Where confidential information is sought in a criminal action, the applicant must demonstrate in good faith some factual predicate which would make it reasonably likely that the information sought would establish the unreliability of the complaining witness (see, People v Gissendanner, 48 NY2d 543, 550; see also, Matter of Covenant House/Under 21, 169 AD2d 723; People v Chang Gee Kim, 144 AD2d 572). The defendant failed to demonstrate that he knew of any specific information in a witness’s confidential drug program records which was relevant to that witness’s credibility.
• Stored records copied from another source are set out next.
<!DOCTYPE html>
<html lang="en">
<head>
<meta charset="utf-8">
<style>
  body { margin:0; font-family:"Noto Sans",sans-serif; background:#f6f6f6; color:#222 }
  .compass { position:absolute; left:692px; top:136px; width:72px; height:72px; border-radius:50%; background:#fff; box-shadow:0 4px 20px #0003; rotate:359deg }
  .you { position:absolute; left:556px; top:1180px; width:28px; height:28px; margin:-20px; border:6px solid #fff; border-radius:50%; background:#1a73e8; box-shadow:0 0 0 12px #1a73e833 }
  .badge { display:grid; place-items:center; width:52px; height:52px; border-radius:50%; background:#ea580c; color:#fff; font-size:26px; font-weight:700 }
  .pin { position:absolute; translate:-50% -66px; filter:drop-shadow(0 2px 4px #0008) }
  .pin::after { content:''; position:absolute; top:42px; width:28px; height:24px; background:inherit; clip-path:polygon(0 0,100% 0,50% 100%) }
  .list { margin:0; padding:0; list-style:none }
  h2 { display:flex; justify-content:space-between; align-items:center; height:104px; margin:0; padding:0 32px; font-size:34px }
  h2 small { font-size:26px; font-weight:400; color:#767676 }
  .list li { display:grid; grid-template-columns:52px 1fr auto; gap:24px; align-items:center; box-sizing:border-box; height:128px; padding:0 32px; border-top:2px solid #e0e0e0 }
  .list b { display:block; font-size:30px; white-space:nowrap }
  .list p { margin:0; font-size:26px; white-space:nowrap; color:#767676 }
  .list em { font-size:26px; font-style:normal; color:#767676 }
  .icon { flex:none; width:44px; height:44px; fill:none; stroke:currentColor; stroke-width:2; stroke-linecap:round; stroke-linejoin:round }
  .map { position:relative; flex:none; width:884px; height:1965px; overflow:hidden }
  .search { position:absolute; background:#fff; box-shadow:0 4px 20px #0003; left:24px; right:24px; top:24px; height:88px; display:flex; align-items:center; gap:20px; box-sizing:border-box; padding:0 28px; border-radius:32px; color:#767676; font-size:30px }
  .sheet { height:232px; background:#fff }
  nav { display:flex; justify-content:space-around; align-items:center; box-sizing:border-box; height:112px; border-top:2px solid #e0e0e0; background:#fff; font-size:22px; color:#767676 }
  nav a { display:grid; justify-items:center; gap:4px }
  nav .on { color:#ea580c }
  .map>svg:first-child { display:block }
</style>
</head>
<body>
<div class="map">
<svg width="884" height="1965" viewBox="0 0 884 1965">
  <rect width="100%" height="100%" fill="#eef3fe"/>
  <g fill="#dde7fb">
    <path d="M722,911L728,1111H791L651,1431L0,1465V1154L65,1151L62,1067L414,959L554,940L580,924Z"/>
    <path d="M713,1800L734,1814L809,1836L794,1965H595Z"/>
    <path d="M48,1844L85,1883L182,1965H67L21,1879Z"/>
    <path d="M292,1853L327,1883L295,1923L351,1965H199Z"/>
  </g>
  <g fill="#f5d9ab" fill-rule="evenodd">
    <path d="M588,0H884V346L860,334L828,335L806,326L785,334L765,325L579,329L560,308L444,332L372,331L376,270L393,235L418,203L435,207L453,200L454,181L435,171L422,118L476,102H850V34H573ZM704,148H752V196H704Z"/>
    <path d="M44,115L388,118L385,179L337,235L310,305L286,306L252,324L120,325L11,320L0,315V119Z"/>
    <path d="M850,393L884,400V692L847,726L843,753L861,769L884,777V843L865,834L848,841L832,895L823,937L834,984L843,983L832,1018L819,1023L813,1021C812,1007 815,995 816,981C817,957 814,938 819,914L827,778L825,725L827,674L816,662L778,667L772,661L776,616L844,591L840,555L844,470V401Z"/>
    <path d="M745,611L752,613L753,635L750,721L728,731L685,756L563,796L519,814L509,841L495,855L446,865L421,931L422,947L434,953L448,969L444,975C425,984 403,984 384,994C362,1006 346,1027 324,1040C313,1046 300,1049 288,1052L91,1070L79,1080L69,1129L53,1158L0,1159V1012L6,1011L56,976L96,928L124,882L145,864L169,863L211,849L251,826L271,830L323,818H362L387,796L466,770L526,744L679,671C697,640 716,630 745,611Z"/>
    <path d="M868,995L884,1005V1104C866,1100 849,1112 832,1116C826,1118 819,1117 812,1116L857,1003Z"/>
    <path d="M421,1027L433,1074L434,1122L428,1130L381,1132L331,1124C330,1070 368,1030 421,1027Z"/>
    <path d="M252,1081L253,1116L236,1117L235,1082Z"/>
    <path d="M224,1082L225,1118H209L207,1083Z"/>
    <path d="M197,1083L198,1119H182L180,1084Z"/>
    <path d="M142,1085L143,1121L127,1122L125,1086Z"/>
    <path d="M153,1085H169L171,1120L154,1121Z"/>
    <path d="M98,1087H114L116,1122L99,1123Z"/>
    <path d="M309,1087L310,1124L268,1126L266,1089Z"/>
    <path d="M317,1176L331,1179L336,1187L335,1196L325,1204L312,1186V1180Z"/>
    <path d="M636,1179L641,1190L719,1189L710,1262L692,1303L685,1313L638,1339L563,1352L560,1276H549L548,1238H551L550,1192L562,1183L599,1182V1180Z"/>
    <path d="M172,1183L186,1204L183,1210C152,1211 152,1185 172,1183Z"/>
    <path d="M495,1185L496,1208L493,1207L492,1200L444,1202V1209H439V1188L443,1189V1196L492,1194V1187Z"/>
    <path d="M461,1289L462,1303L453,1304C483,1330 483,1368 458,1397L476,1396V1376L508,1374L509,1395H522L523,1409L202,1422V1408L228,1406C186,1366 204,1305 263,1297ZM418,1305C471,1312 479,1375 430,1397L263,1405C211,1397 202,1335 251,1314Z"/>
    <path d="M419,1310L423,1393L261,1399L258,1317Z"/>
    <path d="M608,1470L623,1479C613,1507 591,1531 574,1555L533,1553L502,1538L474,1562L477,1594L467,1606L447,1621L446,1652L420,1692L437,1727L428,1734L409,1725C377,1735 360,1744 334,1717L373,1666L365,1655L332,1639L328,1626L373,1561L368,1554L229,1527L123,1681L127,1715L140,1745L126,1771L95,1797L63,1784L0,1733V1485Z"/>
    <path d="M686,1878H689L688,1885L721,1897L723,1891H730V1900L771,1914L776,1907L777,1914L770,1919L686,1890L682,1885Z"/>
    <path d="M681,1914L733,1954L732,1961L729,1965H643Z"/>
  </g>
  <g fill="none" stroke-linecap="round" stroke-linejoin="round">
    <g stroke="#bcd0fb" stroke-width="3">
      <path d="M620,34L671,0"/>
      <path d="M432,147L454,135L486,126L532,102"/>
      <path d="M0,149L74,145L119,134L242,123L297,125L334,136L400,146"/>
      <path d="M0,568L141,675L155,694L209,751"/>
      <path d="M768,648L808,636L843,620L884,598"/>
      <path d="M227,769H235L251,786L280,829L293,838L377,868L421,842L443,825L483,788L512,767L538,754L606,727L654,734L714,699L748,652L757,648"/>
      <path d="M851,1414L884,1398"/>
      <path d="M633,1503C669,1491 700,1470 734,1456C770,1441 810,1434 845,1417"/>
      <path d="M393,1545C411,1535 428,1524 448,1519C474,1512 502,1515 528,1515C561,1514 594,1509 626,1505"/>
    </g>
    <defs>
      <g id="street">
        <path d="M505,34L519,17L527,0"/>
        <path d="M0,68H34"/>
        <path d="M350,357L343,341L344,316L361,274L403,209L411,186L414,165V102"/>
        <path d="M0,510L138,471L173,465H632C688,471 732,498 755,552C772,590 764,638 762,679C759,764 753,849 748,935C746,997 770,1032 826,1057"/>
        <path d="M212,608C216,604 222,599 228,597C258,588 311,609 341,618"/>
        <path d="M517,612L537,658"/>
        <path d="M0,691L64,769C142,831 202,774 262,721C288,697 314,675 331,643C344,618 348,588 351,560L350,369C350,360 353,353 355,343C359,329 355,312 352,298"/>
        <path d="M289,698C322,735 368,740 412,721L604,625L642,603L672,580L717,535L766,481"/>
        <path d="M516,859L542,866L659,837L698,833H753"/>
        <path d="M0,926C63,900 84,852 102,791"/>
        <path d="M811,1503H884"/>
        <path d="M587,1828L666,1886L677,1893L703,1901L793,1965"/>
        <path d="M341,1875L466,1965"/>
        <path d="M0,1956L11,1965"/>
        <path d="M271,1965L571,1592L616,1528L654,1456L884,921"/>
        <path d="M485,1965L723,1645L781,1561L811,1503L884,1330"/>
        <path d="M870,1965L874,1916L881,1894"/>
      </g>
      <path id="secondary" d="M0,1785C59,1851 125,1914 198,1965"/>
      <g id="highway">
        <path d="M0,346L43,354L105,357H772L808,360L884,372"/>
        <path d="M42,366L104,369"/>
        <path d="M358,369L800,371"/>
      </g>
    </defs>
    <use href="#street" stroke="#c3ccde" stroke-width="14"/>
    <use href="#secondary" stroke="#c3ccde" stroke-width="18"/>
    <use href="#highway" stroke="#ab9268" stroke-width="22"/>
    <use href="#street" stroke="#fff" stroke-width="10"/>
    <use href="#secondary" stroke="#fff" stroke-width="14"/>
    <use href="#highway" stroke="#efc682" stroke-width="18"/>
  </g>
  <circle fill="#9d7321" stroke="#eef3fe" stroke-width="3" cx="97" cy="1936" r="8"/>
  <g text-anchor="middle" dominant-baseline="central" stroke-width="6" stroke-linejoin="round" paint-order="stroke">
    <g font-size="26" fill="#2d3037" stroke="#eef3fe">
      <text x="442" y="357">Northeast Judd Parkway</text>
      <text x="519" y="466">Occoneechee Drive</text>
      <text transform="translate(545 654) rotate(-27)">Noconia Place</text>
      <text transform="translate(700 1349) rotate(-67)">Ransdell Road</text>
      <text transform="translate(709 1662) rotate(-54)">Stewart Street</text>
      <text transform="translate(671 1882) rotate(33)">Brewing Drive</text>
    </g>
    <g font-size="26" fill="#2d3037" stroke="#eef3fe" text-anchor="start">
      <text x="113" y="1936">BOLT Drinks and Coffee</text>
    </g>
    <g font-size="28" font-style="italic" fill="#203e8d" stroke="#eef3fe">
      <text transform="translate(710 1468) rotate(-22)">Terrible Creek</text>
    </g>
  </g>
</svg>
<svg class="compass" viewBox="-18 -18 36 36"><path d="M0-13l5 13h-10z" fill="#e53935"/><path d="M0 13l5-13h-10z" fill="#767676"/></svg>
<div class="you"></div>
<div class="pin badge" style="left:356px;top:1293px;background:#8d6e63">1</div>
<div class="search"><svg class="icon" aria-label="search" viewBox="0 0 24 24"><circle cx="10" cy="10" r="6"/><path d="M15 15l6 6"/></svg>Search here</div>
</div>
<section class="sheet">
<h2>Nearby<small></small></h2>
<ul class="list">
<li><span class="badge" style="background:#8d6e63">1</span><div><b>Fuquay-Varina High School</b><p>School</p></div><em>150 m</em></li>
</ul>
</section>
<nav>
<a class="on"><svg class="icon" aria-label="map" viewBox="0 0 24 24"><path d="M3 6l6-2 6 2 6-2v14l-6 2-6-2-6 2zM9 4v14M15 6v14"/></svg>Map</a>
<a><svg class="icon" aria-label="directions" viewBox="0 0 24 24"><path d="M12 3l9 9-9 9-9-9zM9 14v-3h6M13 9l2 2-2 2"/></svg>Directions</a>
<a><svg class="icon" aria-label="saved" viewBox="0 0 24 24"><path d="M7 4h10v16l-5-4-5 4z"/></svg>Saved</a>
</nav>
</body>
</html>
Further, the trial court did not err in admitting the victim’s statement to his mother regarding the identity of the shooter since the statement was admissible pursuant to the excited utterance exception to the hearsay rule. The victim made the statement only 15 minutes after he was shot in the leg at *301close range, while standing in the elevator of his apartment building. When he spoke to his mother, his pants leg was still wet with blood and he was in considerable pain. Since the victim’s statement was made while he was still under the stress of the shooting, and other surrounding circumstances justified the conclusion that the statement was not made under the impetus of studied reflection, the trial court did not err in admitting the statement into evidence (see, People v Edwards, 47 NY2d 493; see also, People v Brooks, 71 NY2d 877; People v Brown, 70 NY2d 513).
The defendant’s remaining contentions are either without merit or unpreserved for appellate review. Thompson, J. P., Pizzuto, Santucci and Goldstein, JJ., concur.